Lament for the “non-reward marker”, the underdog in dog training

I never thought I would revisit “quadrant hell”, as we used to lovingly call it at The Academy for Dog Trainers. My venture into this pesky topic was triggered by a lack of consensus regarding a humble training aid called the “non-reward marker” (NRM).

While its most famous “reward marker” counterpart – the clicker – enjoys a cult-like following, the NRM has an image problem. It seems the poor NRM has become the nerdy kid that few people want to be seen socialising with. Always rooting for the underdog, I’ll try to jump to the little fella’s defence.

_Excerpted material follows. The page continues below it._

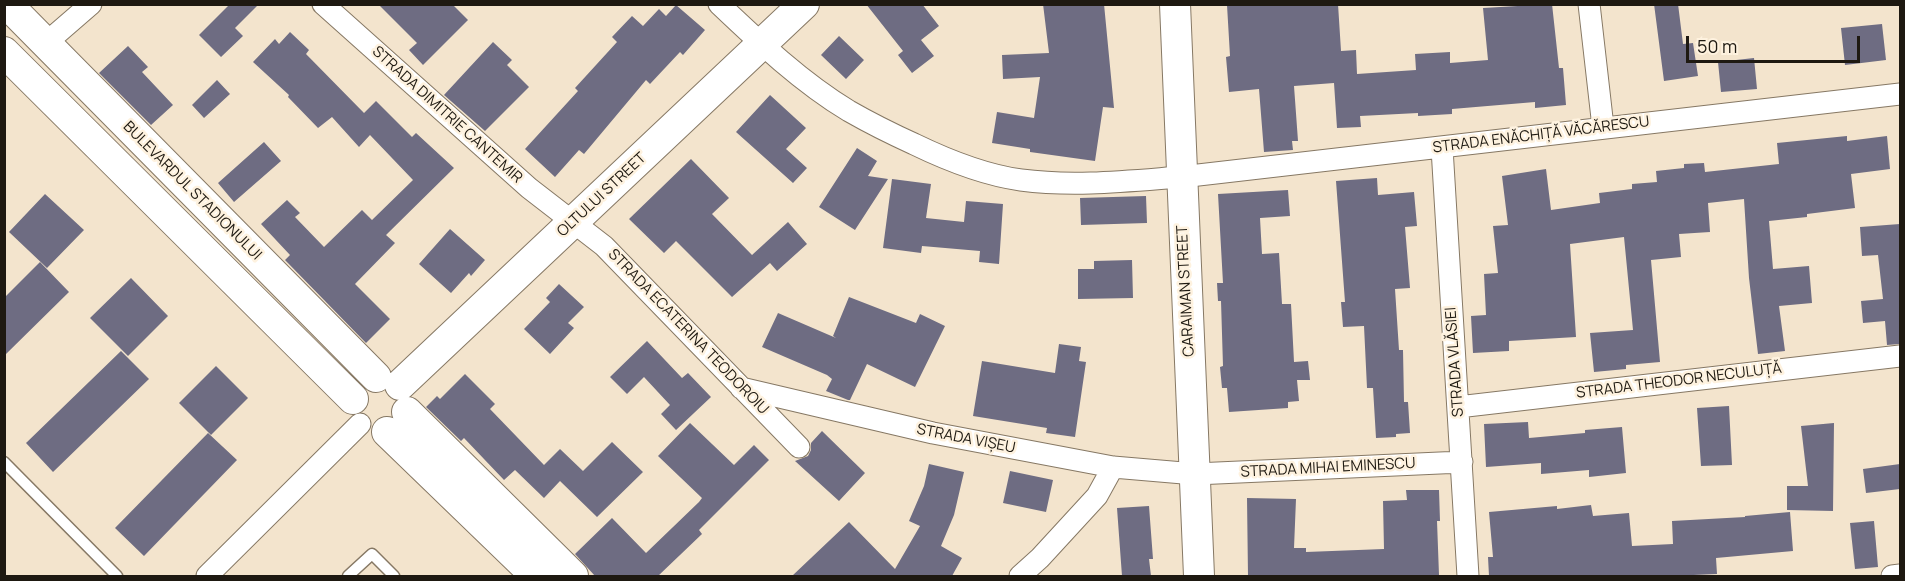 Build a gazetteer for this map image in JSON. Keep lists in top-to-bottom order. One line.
{"streets":{"main road":["BULEVARDUL STADIONULUI","OLTULUI STREET","CARAIMAN STREET"],"street":["STRADA DIMITRIE CANTEMIR","STRADA ENĂCHIȚĂ VĂCĂRESCU","STRADA ECATERINA TEODOROIU","STRADA VLĂSIEI","STRADA THEODOR NECULUȚĂ","STRADA VIȘEU","STRADA MIHAI EMINESCU"]},"crossings":[["STRADA DIMITRIE CANTEMIR","OLTULUI STREET"],["STRADA DIMITRIE CANTEMIR","STRADA ECATERINA TEODOROIU"],["STRADA ENĂCHIȚĂ VĂCĂRESCU","OLTULUI STREET"],["STRADA ENĂCHIȚĂ VĂCĂRESCU","CARAIMAN STREET"],["STRADA ENĂCHIȚĂ VĂCĂRESCU","STRADA VLĂSIEI"],["BULEVARDUL STADIONULUI","OLTULUI STREET"],["OLTULUI STREET","STRADA ECATERINA TEODOROIU"],["CARAIMAN STREET","STRADA VIȘEU"],["CARAIMAN STREET","STRADA MIHAI EMINESCU"],["STRADA ECATERINA TEODOROIU","STRADA VIȘEU"],["STRADA VLĂSIEI","STRADA THEODOR NECULUȚĂ"],["STRADA VLĂSIEI","STRADA MIHAI EMINESCU"],["STRADA VIȘEU","STRADA MIHAI EMINESCU"]],"scale_bar":"50 m"}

The context: The four quadrants.

In short, the four quadrants are used to explain the processes of learning via consequences.

REINFORCEMENT

R+

Your dog comes to you when you call her and as a consequence you give her a piece of chicken. If, as a result, your dog comes more often when called in the future, the behaviour will have been ‘positively’ reinforced. ‘Reinforced’ because the behaviour of coming when called increased and positively because you ‘added’ something to make this happen (you gave the dog chicken).

R-

You say ‘sit’ and put pressure on your dog’s rear end until he sits. If, as a result, your dog sits more often when you say ‘sit’ in the future, the behaviour of sitting will have been ‘negatively’ reinforced. ‘Reinforced’ because the behaviour of sitting increased and ‘negatively’ because you subtracted something to make this happen (you stopped putting pressure on the dog’s butt).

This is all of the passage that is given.